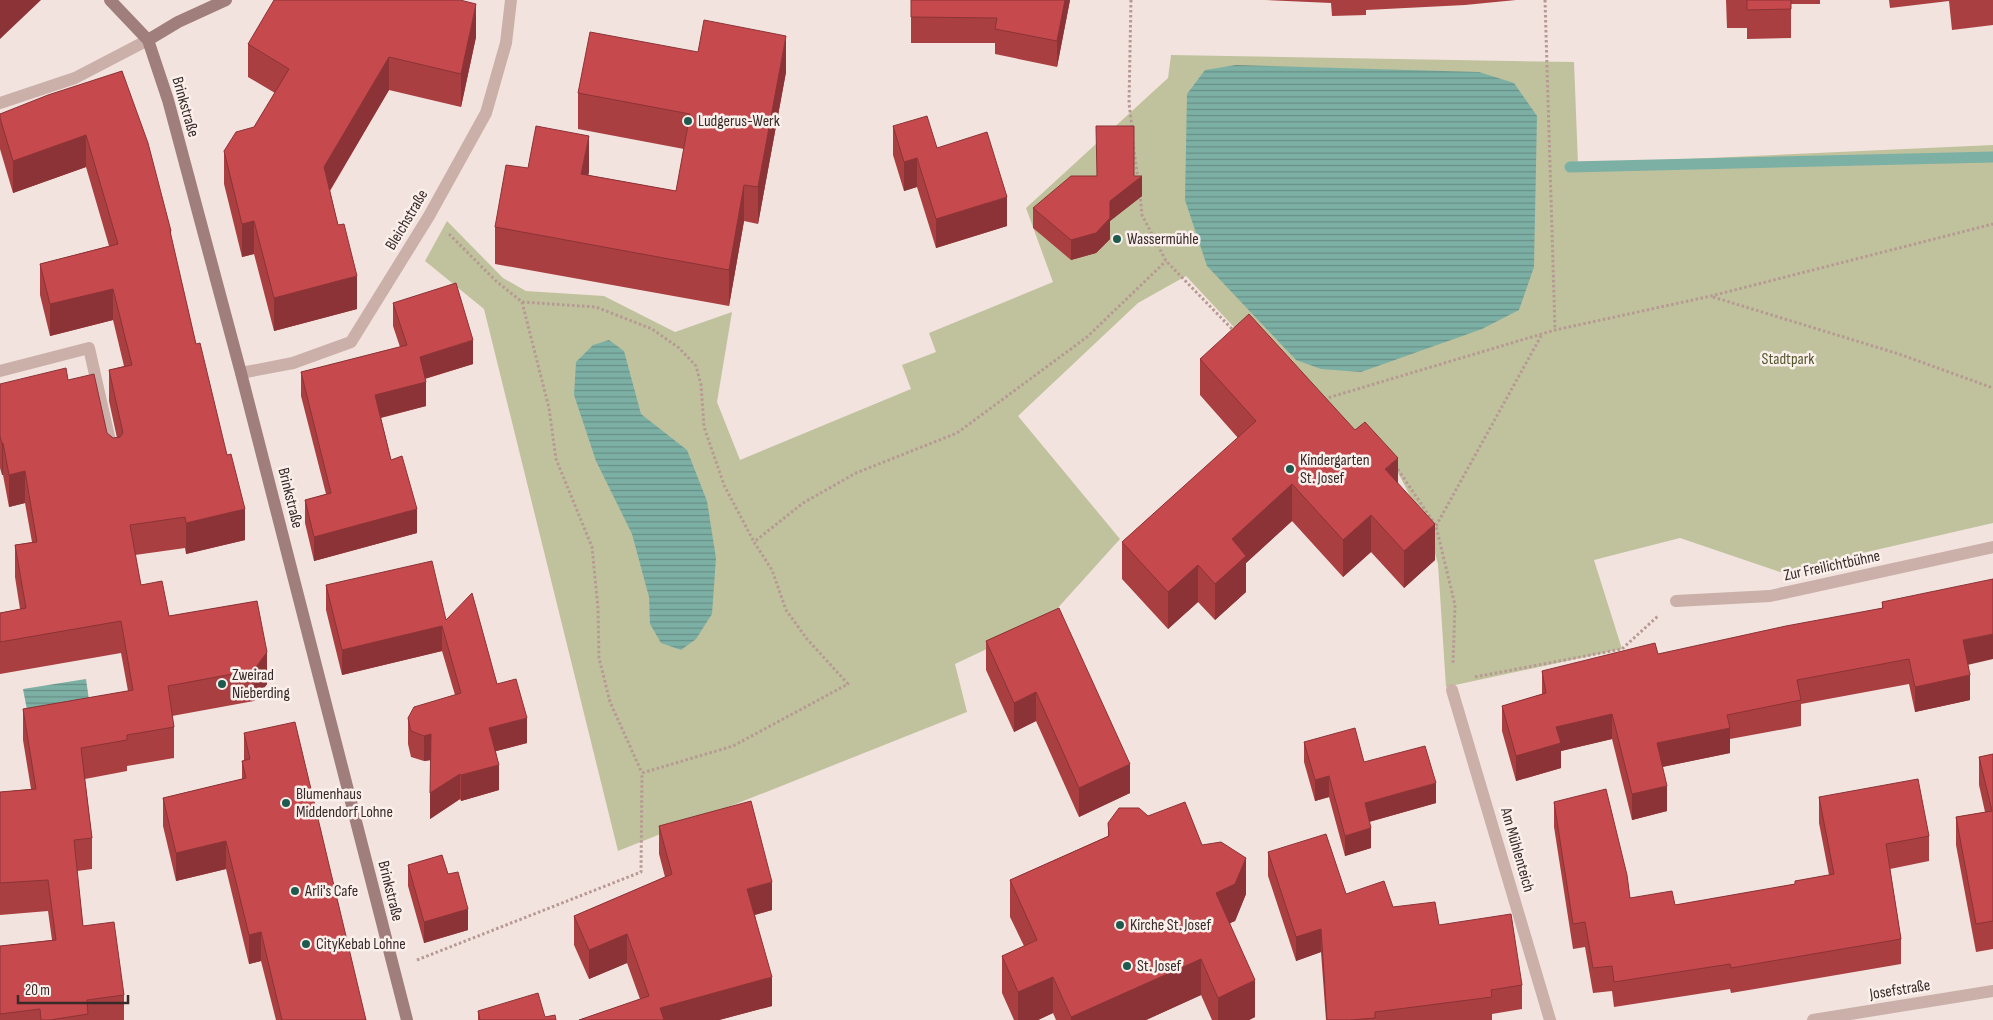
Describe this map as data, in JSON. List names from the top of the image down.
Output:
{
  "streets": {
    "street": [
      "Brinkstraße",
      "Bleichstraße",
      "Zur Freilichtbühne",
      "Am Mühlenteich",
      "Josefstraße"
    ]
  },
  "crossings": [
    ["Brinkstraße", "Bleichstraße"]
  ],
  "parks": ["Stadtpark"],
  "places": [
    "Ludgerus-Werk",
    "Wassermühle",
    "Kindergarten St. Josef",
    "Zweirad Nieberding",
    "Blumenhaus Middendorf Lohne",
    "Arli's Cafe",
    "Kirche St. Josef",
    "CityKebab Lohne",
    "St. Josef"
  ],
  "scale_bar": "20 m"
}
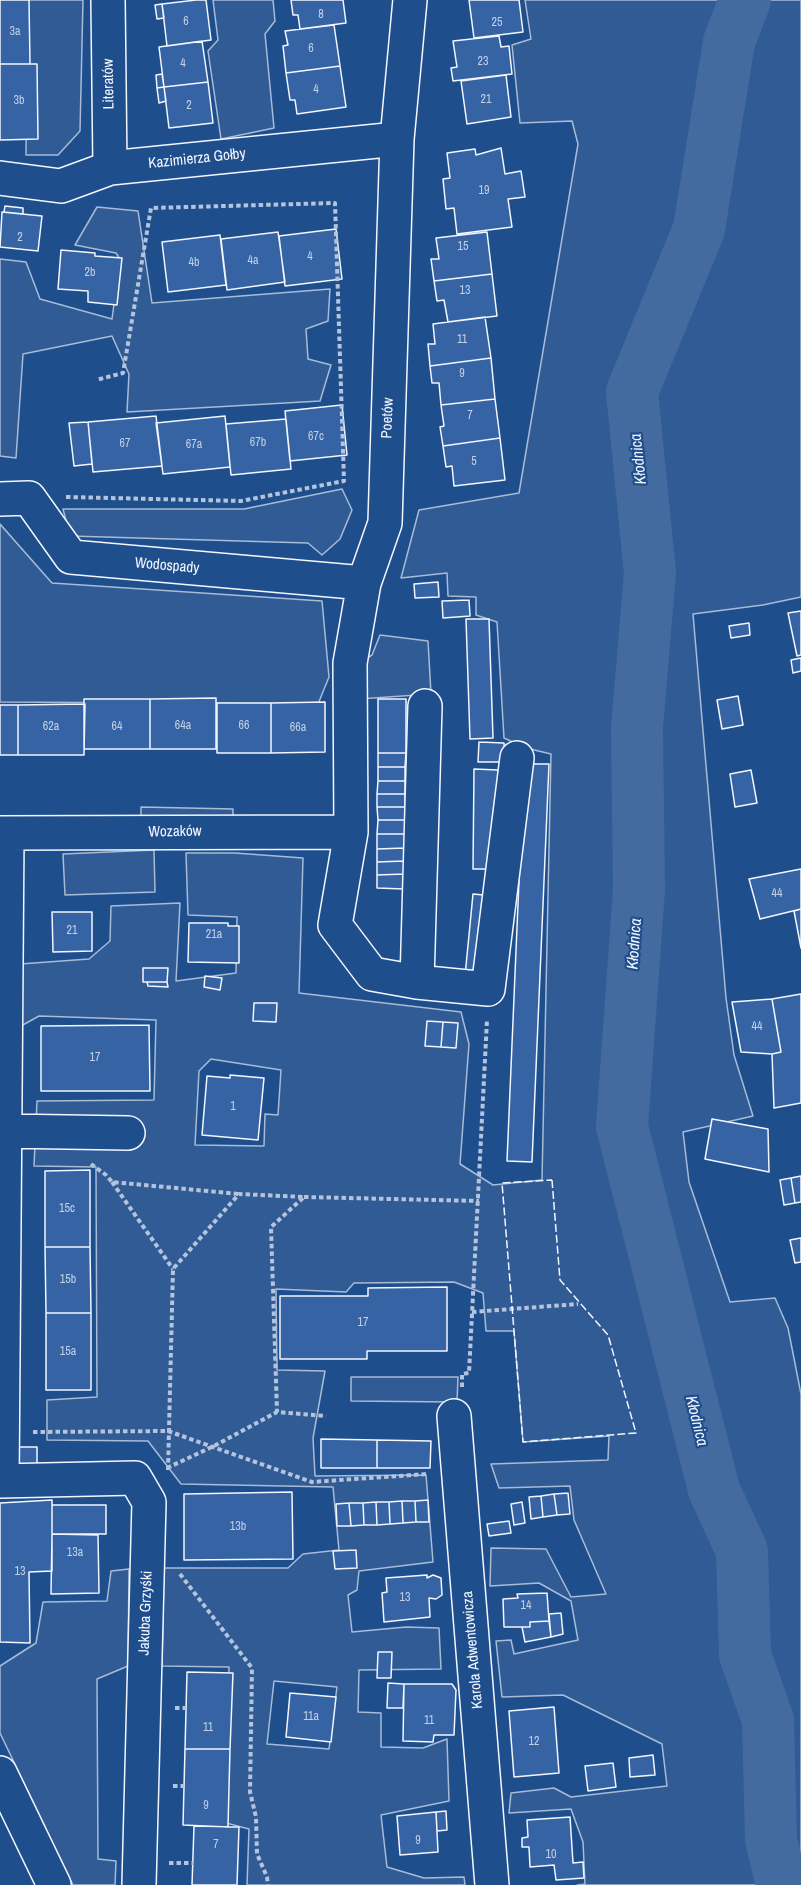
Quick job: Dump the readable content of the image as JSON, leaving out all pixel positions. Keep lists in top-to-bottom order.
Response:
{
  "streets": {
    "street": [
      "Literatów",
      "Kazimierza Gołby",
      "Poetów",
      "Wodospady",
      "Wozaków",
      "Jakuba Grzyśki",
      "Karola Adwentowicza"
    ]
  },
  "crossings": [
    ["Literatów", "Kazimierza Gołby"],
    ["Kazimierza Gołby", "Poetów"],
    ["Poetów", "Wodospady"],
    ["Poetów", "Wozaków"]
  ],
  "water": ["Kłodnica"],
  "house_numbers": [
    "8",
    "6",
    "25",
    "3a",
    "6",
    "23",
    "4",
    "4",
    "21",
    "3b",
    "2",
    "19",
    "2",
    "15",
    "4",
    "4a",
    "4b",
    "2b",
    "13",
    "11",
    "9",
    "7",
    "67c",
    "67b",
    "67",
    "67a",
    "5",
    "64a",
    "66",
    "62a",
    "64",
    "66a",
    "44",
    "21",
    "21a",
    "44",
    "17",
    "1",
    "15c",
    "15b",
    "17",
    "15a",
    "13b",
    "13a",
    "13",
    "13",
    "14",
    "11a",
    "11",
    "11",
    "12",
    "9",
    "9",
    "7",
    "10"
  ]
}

* * * * * * * * *

## Problem to work on
Each line that holds the word "Poetów" should be extracted from the records.

## Exercise result
      "Poetów",
    ["Kazimierza Gołby", "Poetów"],
    ["Poetów", "Wodospady"],
    ["Poetów", "Wozaków"]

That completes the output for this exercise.